▶ **Extracted entries**:
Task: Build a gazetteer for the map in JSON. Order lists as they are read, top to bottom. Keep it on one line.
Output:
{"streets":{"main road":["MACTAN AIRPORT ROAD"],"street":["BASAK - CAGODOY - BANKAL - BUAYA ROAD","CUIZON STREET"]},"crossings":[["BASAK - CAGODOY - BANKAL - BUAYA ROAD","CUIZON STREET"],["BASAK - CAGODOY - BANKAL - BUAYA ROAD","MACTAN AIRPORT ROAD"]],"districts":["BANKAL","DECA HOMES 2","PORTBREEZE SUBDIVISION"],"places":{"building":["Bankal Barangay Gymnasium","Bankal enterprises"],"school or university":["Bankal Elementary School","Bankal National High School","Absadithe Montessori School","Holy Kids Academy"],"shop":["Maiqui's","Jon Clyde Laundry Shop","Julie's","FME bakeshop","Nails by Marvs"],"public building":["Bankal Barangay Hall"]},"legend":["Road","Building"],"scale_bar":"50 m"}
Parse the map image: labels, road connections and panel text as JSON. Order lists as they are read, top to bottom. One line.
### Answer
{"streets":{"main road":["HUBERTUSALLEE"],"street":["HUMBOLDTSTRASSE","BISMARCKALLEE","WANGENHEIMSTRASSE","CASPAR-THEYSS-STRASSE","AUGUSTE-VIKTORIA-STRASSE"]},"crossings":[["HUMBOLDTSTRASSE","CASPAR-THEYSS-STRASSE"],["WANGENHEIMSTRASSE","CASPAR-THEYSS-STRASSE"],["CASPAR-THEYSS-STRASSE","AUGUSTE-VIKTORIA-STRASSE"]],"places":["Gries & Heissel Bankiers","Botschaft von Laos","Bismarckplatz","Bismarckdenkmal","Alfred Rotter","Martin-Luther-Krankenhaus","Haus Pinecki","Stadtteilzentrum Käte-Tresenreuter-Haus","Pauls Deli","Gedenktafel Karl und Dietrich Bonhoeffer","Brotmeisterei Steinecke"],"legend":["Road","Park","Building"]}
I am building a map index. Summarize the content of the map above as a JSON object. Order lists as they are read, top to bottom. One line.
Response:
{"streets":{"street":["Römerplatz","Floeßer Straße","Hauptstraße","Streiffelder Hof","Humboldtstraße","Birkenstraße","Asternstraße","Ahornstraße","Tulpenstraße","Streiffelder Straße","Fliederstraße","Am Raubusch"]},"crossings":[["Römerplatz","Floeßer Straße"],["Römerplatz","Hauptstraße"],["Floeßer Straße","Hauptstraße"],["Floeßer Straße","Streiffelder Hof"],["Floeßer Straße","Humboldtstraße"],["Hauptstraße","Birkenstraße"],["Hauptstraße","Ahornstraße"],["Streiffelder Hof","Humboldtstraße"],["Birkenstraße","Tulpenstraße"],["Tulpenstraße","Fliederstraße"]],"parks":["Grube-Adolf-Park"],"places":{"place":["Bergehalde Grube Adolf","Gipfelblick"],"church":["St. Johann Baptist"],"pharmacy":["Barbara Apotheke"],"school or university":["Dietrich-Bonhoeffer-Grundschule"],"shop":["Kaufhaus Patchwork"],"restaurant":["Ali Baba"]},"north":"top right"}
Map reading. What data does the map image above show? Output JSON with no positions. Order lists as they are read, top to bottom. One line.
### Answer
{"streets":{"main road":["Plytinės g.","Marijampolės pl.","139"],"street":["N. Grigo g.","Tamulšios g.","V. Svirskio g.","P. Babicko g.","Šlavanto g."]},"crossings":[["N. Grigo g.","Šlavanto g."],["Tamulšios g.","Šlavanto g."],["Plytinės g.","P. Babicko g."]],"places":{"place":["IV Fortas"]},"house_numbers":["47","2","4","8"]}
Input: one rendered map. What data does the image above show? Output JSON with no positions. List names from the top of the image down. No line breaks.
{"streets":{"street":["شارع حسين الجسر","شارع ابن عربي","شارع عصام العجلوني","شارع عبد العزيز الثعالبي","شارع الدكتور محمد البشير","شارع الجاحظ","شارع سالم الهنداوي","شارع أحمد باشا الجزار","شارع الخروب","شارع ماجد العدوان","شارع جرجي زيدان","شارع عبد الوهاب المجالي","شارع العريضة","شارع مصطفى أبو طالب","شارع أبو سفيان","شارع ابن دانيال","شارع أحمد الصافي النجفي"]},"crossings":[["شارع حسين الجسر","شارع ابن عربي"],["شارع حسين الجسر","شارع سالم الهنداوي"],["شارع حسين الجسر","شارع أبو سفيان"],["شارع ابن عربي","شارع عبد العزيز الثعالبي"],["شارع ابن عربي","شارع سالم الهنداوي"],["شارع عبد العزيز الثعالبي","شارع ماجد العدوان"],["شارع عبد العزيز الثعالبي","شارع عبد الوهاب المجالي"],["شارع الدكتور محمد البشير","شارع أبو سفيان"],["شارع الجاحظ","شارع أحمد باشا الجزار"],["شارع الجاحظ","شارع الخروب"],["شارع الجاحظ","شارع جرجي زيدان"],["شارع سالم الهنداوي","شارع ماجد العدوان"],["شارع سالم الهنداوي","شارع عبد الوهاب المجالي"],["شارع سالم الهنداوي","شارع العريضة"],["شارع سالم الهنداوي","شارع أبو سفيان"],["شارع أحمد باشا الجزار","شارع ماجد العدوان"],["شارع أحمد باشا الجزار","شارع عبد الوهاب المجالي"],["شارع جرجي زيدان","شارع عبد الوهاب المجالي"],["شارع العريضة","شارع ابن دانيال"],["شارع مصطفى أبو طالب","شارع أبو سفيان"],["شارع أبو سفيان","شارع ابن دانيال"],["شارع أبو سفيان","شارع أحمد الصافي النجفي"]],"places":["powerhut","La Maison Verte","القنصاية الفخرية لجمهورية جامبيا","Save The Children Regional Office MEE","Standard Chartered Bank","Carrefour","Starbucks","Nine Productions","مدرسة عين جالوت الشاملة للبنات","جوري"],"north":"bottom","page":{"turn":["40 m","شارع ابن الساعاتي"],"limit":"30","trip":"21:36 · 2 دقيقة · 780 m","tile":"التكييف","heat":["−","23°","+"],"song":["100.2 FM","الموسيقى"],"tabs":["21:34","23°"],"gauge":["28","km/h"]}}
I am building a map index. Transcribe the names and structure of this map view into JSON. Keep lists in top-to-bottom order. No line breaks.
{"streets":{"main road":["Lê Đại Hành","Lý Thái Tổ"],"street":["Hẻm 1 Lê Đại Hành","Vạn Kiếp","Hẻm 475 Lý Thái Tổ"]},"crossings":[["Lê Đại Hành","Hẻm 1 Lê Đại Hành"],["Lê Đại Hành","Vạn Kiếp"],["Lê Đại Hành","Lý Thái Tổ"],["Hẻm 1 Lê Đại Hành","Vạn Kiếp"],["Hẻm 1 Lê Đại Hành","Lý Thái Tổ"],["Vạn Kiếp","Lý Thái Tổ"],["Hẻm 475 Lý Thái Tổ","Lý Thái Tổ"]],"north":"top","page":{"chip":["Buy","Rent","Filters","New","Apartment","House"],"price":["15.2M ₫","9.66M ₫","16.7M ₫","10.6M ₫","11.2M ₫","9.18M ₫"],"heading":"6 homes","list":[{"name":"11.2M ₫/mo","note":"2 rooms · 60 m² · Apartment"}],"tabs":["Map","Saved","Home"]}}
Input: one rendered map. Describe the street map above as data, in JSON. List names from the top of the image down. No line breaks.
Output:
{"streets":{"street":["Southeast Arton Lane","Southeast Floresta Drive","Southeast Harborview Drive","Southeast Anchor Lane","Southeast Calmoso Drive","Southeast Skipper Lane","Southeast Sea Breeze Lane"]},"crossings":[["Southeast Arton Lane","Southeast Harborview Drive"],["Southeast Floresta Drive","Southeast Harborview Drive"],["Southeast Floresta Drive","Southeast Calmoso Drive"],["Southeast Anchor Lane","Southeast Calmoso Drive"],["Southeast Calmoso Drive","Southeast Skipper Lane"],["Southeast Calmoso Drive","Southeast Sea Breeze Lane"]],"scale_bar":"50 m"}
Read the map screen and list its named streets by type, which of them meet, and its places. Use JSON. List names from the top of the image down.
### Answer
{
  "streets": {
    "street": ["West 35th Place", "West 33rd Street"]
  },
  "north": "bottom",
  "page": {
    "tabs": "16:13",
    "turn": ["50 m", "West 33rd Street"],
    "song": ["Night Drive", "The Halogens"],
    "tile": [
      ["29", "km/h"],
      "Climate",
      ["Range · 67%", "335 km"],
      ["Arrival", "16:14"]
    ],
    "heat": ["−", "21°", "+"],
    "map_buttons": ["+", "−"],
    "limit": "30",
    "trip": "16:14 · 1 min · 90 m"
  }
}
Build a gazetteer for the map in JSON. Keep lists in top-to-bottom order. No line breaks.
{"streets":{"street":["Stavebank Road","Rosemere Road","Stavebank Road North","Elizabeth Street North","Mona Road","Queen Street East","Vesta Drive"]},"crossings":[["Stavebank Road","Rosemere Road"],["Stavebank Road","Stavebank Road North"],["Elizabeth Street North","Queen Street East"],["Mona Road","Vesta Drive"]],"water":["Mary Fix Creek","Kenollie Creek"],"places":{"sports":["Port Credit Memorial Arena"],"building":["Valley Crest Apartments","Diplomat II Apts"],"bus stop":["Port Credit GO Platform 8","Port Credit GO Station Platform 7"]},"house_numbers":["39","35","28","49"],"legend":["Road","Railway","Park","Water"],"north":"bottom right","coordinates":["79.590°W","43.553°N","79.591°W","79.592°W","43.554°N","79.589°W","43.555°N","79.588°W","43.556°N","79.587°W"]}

▶ **Your goal**: Look through the entries and return each line that has the word "lists" in it.

▶ **Worked solution**:
Task: Build a gazetteer for the map in JSON. Order lists as they are read, top to bottom. Keep it on one line.
Parse the map image: labels, road connections and panel text as JSON. Order lists as they are read, top to bottom. One line.
I am building a map index. Summarize the content of the map above as a JSON object. Order lists as they are read, top to bottom. One line.
Map reading. What data does the map image above show? Output JSON with no positions. Order lists as they are read, top to bottom. One line.
I am building a map index. Transcribe the names and structure of this map view into JSON. Keep lists in top-to-bottom order. No line breaks.
Build a gazetteer for the map in JSON. Keep lists in top-to-bottom order. No line breaks.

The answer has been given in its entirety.